:: Records shown ::
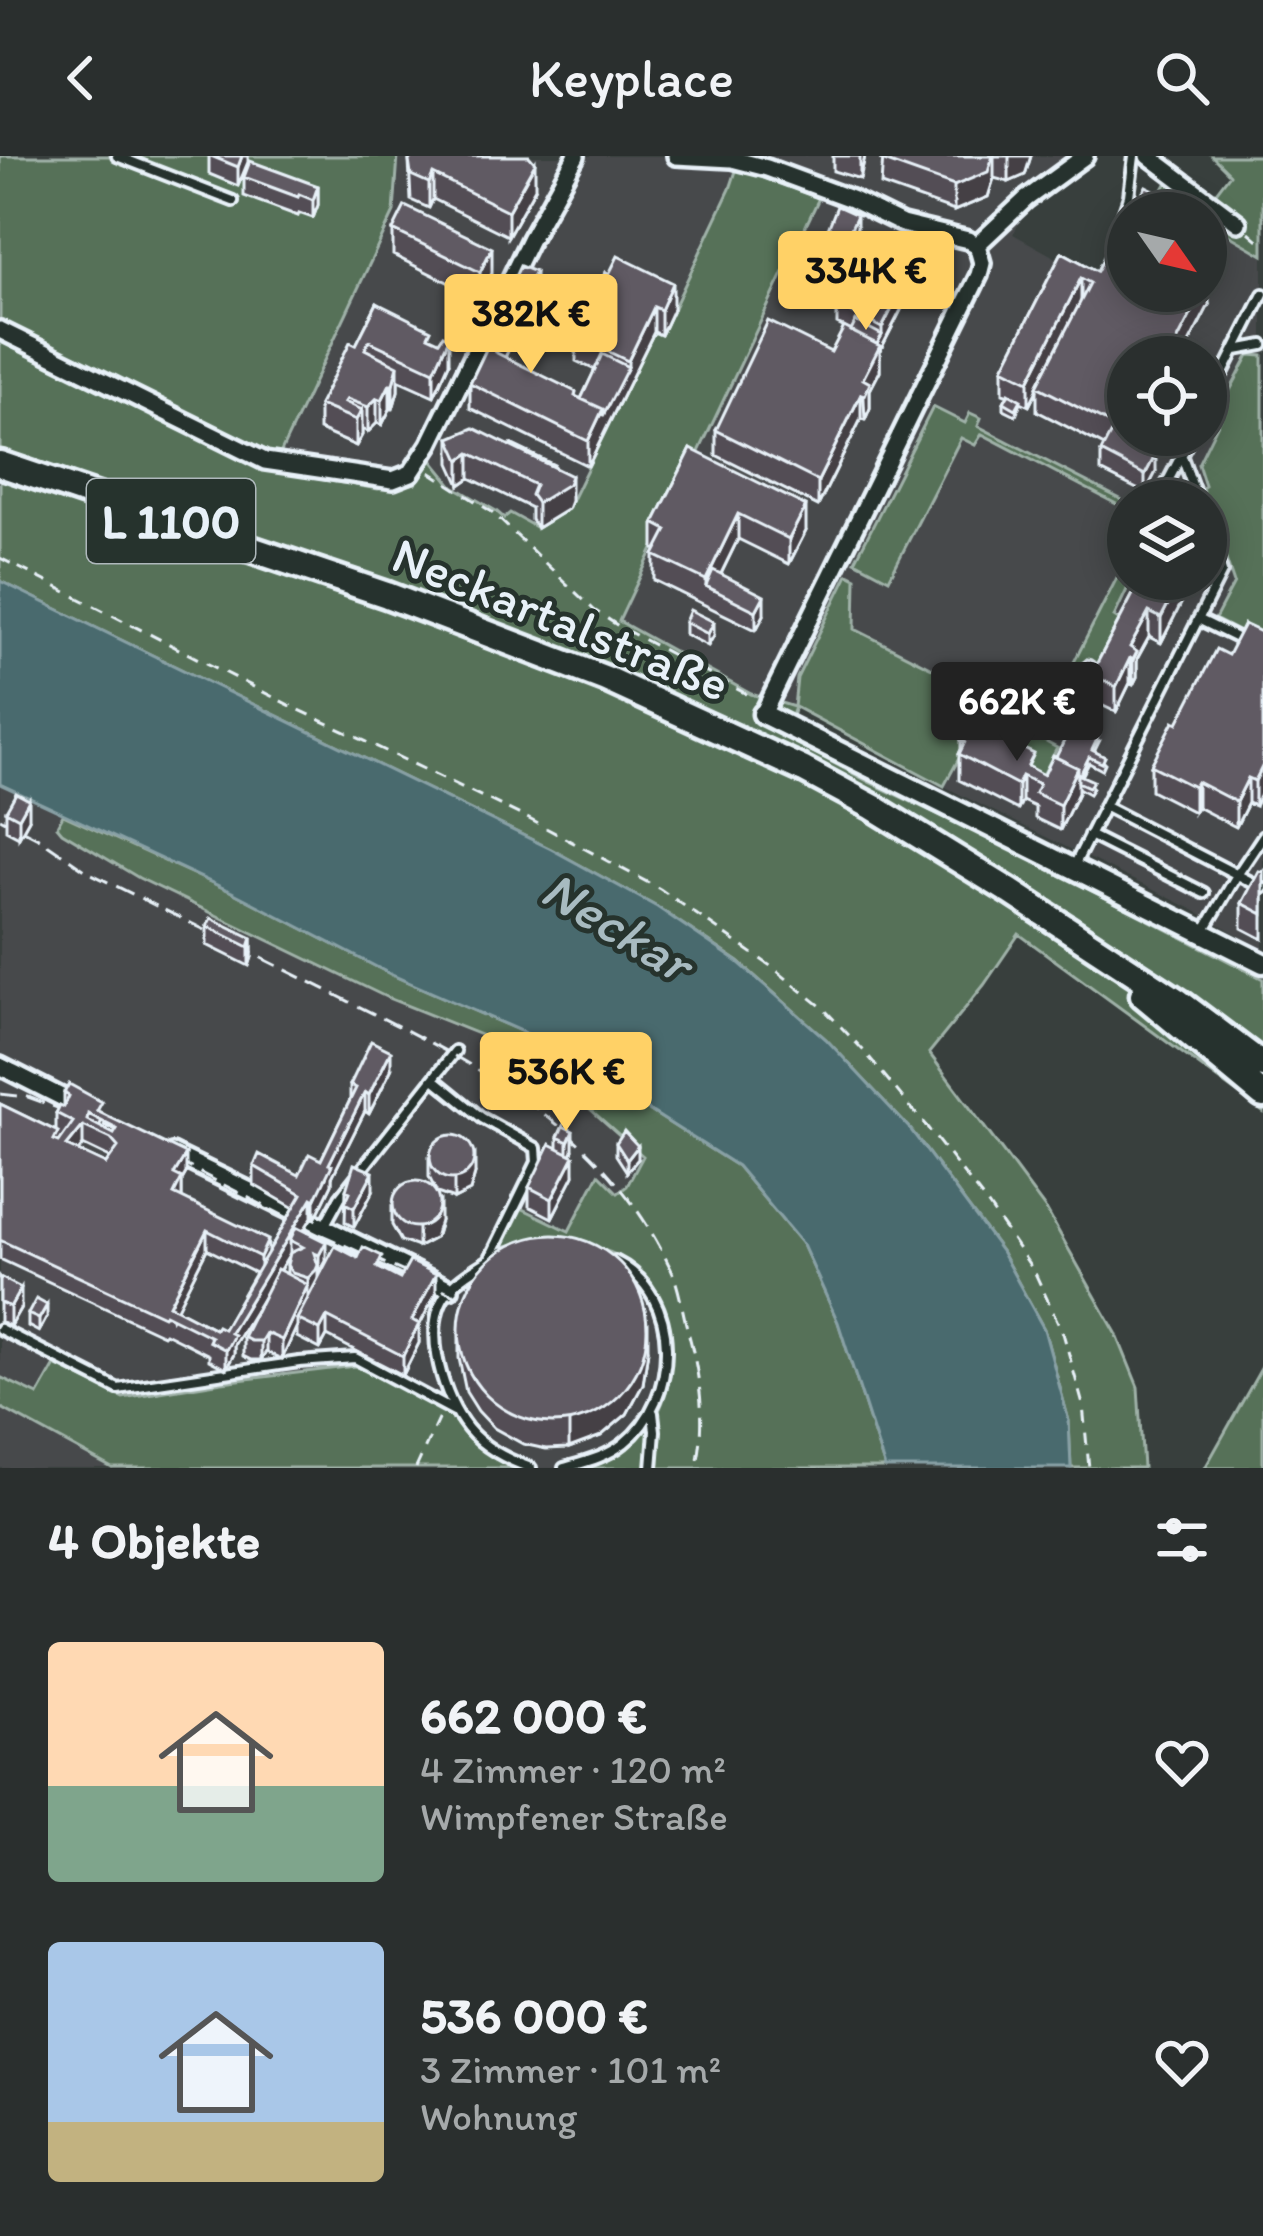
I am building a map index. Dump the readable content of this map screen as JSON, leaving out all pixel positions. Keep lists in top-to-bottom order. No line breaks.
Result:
{"streets":{"main road":["L 1100","Neckartalstraße"]},"water":["Neckar"],"north":"bottom right","page":{"header":"Keyplace","price":["334K €","382K €","662K €","536K €"],"heading":"4 Objekte","list":[{"name":"662 000 €","note":"4 Zimmer · 120 m² · Wimpfener Straße"},{"name":"536 000 €","note":"3 Zimmer · 101 m² · Wohnung"}]}}
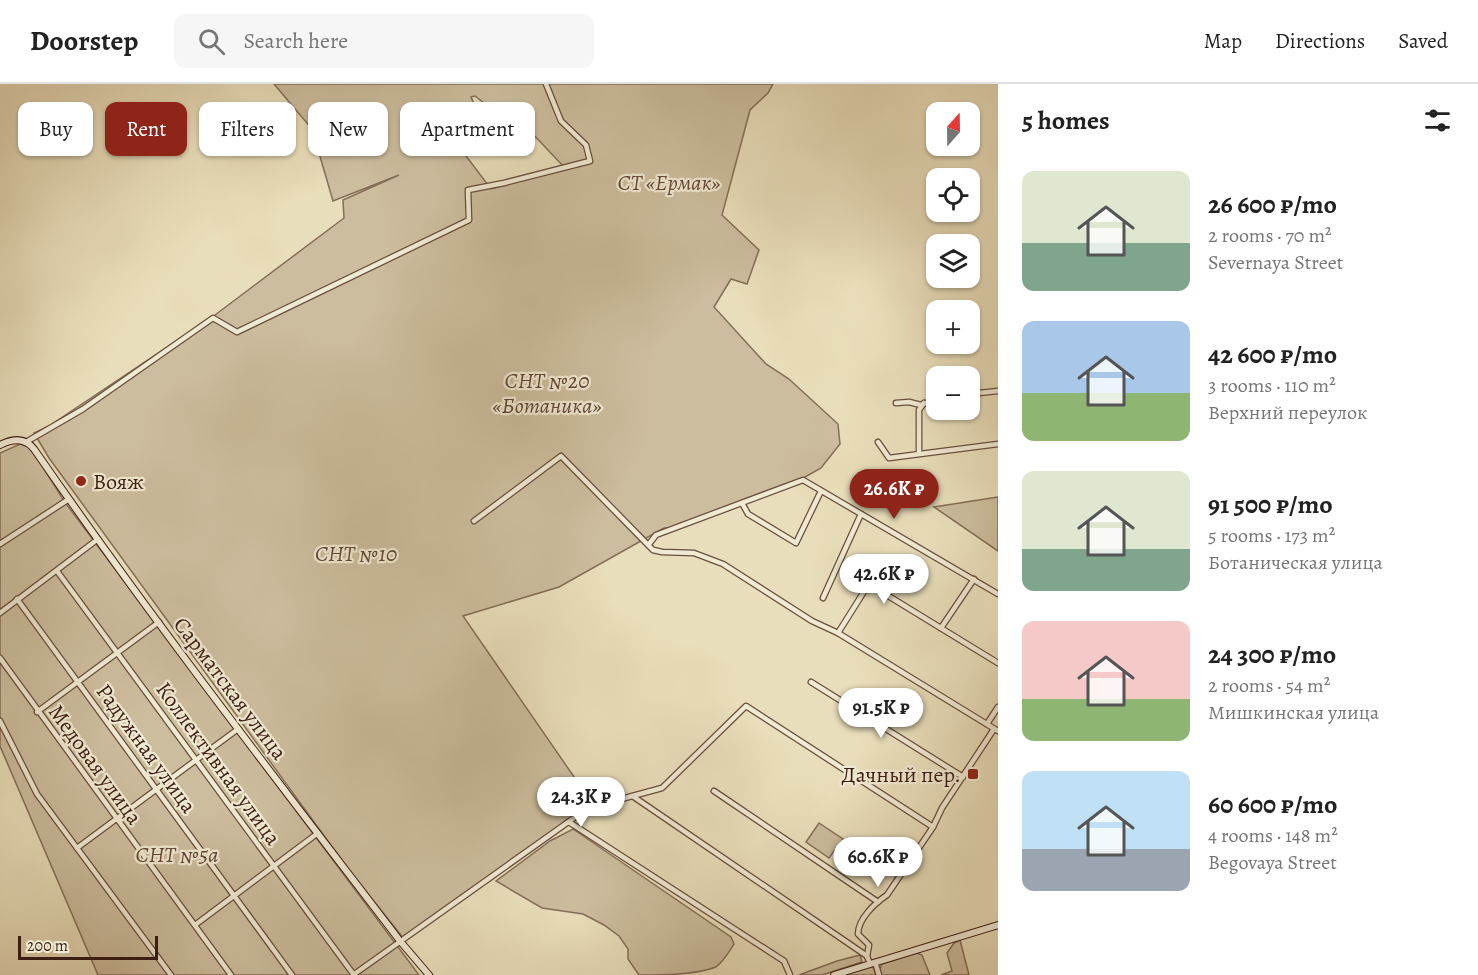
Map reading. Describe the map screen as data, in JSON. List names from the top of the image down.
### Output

:: What to produce ::
Leave the pictures behind and transcribe every record above exactly.

:: Answer for this exercise ::
I am building a map index. Dump the readable content of this map screen as JSON, leaving out all pixel positions. Keep lists in top-to-bottom order. No line breaks.
Result:
{"streets":{"main road":["L 1100","Neckartalstraße"]},"water":["Neckar"],"north":"bottom right","page":{"header":"Keyplace","price":["334K €","382K €","662K €","536K €"],"heading":"4 Objekte","list":[{"name":"662 000 €","note":"4 Zimmer · 120 m² · Wimpfener Straße"},{"name":"536 000 €","note":"3 Zimmer · 101 m² · Wohnung"}]}}
Map reading. Describe the map screen as data, in JSON. List names from the top of the image down.
### Output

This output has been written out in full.